Afortunadamente, no vivimos ya en la Edad Media y existe la alternativa laica. El lagarto, por lo visto, se había convertido en hombre gracias a una cultura mental, sin ninguna metafísica. Me suscribí, pues, a algunas revistas literarias y cada día medía el rabo por si menguaba. Sólo conseguí que empezara a rizarse en espiral.
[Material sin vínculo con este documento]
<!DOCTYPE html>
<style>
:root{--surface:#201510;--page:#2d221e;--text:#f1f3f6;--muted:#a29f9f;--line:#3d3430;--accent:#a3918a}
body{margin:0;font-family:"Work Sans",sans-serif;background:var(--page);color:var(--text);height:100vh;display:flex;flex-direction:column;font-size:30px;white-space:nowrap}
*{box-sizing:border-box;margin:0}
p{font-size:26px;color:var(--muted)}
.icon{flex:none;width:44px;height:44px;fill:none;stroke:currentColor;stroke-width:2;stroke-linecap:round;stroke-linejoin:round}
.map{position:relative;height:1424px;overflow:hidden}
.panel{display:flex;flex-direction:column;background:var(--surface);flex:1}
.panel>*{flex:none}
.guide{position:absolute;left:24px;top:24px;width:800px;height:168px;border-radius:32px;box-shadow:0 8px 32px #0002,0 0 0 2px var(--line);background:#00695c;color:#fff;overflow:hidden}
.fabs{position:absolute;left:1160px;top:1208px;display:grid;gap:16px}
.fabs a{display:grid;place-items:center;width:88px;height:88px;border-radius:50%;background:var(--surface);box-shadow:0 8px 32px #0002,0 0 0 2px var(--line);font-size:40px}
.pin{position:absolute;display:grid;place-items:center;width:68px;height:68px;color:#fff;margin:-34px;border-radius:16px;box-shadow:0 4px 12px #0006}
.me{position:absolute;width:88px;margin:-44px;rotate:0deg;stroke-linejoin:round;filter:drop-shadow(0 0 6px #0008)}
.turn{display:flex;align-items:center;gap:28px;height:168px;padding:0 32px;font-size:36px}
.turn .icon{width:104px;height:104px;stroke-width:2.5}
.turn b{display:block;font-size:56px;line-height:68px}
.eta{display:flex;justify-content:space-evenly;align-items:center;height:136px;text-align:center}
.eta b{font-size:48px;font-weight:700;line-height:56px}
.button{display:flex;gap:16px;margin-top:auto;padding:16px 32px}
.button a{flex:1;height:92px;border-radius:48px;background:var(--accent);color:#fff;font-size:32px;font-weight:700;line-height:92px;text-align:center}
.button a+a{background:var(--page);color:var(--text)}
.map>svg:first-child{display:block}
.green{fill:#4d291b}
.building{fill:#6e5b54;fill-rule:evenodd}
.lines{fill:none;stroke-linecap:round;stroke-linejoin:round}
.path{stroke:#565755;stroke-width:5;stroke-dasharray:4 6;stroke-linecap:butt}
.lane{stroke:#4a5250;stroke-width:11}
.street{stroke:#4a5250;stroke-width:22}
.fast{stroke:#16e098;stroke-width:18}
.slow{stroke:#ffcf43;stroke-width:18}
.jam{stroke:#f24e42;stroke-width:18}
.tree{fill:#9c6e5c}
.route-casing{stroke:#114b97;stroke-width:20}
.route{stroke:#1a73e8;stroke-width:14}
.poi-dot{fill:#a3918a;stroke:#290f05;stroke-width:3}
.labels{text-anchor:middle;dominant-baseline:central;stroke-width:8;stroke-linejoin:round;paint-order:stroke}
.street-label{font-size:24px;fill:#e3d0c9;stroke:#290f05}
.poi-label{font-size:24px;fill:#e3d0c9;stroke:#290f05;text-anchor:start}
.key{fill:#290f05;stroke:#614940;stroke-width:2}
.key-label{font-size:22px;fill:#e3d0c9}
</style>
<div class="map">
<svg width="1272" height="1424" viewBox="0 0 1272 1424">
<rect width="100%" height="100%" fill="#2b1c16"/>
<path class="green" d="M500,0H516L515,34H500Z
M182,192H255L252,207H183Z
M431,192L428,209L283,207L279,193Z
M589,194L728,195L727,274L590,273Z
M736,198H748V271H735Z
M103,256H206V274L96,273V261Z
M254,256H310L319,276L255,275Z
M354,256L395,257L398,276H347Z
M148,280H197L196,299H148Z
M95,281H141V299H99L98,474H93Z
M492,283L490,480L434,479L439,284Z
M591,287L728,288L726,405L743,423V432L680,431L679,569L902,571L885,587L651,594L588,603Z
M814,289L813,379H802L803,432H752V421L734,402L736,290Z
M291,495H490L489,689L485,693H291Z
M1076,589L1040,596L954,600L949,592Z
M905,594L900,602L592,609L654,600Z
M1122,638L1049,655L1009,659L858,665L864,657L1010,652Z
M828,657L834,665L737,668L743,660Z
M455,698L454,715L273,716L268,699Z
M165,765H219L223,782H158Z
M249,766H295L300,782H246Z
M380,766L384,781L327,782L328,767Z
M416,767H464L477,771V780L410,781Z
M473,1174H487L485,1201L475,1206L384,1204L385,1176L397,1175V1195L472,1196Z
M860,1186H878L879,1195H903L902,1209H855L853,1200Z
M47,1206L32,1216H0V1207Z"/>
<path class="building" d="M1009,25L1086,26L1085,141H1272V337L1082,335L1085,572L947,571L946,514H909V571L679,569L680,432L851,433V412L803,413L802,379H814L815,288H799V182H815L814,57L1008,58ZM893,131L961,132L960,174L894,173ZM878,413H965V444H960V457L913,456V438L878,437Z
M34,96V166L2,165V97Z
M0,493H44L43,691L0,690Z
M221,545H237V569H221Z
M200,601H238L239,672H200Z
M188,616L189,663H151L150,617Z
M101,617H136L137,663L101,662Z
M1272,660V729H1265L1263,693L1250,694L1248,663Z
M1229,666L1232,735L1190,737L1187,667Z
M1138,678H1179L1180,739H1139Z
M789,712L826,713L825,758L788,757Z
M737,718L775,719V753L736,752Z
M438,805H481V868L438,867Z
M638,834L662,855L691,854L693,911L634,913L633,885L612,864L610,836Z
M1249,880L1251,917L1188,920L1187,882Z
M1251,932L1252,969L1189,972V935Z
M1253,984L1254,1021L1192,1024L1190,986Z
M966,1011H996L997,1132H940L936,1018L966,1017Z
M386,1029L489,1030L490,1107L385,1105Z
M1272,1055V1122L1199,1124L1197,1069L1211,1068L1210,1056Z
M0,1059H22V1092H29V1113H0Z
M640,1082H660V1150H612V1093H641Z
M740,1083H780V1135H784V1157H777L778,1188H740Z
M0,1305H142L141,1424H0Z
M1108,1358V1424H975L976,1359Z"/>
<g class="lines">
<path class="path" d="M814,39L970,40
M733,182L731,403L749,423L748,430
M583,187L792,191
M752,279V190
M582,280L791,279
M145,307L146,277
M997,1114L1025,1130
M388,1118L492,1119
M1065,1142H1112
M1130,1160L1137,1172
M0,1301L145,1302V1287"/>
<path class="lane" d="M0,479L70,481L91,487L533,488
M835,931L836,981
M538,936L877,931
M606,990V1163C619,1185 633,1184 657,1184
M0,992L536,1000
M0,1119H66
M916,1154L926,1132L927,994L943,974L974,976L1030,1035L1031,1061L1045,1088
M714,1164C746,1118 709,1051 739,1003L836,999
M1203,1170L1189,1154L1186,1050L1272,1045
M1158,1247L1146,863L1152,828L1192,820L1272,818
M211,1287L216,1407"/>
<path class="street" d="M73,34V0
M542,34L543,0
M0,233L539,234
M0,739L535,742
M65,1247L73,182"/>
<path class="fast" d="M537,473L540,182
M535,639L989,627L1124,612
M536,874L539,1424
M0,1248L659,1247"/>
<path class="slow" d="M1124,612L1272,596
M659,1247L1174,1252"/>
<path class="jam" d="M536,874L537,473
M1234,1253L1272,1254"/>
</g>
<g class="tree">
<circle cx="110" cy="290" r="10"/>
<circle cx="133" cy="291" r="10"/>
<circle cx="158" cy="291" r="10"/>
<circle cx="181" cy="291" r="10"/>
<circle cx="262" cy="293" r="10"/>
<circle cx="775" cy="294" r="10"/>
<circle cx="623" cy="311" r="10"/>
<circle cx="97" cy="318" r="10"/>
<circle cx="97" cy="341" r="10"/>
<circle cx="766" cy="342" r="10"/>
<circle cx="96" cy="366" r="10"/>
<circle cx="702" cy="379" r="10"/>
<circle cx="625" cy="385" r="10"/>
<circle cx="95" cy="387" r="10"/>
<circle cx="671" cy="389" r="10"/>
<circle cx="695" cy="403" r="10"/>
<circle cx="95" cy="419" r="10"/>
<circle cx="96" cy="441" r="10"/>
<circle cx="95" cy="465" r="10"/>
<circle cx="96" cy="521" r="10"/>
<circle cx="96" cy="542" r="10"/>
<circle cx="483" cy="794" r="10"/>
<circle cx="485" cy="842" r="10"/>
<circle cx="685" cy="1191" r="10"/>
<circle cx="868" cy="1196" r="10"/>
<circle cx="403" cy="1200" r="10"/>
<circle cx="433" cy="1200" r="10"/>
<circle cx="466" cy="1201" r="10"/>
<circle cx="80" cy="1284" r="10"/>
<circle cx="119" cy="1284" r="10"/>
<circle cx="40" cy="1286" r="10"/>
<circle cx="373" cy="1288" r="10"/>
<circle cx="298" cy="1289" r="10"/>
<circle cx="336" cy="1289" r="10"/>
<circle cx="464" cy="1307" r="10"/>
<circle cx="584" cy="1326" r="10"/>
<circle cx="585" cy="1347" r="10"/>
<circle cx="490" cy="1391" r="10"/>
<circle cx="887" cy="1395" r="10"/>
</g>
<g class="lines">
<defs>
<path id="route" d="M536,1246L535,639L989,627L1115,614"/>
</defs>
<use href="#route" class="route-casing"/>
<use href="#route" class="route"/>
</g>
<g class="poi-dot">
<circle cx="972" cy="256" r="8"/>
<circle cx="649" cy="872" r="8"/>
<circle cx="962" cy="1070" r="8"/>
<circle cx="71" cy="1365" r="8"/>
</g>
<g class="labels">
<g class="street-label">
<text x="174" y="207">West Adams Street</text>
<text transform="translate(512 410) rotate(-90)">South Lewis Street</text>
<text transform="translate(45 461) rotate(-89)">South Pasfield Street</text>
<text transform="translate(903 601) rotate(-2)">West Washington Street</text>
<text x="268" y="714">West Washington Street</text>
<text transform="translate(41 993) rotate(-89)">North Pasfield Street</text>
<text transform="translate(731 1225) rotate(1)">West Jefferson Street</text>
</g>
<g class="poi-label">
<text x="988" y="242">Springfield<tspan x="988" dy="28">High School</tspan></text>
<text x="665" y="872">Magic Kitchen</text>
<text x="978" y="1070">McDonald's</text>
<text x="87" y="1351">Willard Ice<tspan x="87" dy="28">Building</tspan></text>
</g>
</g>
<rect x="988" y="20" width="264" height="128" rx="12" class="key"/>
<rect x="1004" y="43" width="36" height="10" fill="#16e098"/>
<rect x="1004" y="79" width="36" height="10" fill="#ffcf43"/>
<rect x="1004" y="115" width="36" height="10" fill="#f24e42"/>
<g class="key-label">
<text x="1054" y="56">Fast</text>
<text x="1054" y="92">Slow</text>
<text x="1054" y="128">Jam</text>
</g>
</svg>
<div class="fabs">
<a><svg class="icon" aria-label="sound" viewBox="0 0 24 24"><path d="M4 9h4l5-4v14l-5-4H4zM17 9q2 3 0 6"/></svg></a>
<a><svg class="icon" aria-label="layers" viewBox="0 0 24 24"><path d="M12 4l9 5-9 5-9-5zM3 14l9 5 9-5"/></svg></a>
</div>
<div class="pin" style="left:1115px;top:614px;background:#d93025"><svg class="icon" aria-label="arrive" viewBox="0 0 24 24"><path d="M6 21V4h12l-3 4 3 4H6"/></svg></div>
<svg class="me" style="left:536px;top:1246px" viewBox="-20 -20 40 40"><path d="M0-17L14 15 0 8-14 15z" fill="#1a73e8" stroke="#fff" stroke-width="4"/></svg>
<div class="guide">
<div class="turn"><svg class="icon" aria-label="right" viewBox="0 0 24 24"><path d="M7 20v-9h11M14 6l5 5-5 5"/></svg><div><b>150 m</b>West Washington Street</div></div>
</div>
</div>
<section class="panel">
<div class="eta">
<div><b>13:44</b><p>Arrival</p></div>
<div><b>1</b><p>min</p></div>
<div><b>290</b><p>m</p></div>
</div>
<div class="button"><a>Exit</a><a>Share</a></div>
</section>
En vez de un rabo sencillo y honrado, tenía ahora un rabo de lagarto en forma de sacacorchos.
 
Será que lo de la cultura tampoco es cierto. Pero ¿para qué tenemos una teoría social? El hombre se convierte en hombre gracias a que vive en grupo, o sea en sociedad, colabora, mantiene una actividad pública. ¿Y qué más público que la política? Así que fundé mi propio partido político y me convertí en su líder. El rabo quedó como estaba, pero, en cambio, empezó a salirme un hocico de cerdo. Me retiré de la política.
 
Triste, acongojado, fui de nuevo al zoológico para volver a pensar en todo el asunto. Era un día entre semana, había pocos visitantes y podía contar con relativa soledad. Me detuve delante de la jaula de los lagartos, pero no me estaba destinado gozar de la tranquilidad. Se me acercó un bedel, dio un par de vueltas, se deslizó la gorra del uniforme a un lado y se rascó la cabeza observándome.
 
—¿Usted va aquí? —preguntó finalmente, y añadió, señalando la jaula—: ¿O allí?
 
—¿Yo? Si yo sólo pasaba por aquí un momento. Gracias. Ahora mismo sigo paseando.
 
Y abandoné el zoo.
 
Desde entonces pienso que Kafka se guardó algo, que no lo contó todo. Si se convirtió en bicho, es porque algo de eso tendría ya de antes, tal vez cuernos o tentáculos, algo de insecto quiero decir. Y tampoco me creo que se transformara en bicho completamente, es evidente que le quedó una mano humana con la que lo narró todo. No se puede llegar a ser nada de lo que no se haya empezado siendo, ni en un sentido ni en otro. Siempre, al principio, hay algo de lo que habrá al final, y da igual por qué lado se empiece y por qué lado se acabe.
 
Y, por cierto, los cocodrilos son más educados que las personas. Sólo miran, no hacen preguntas.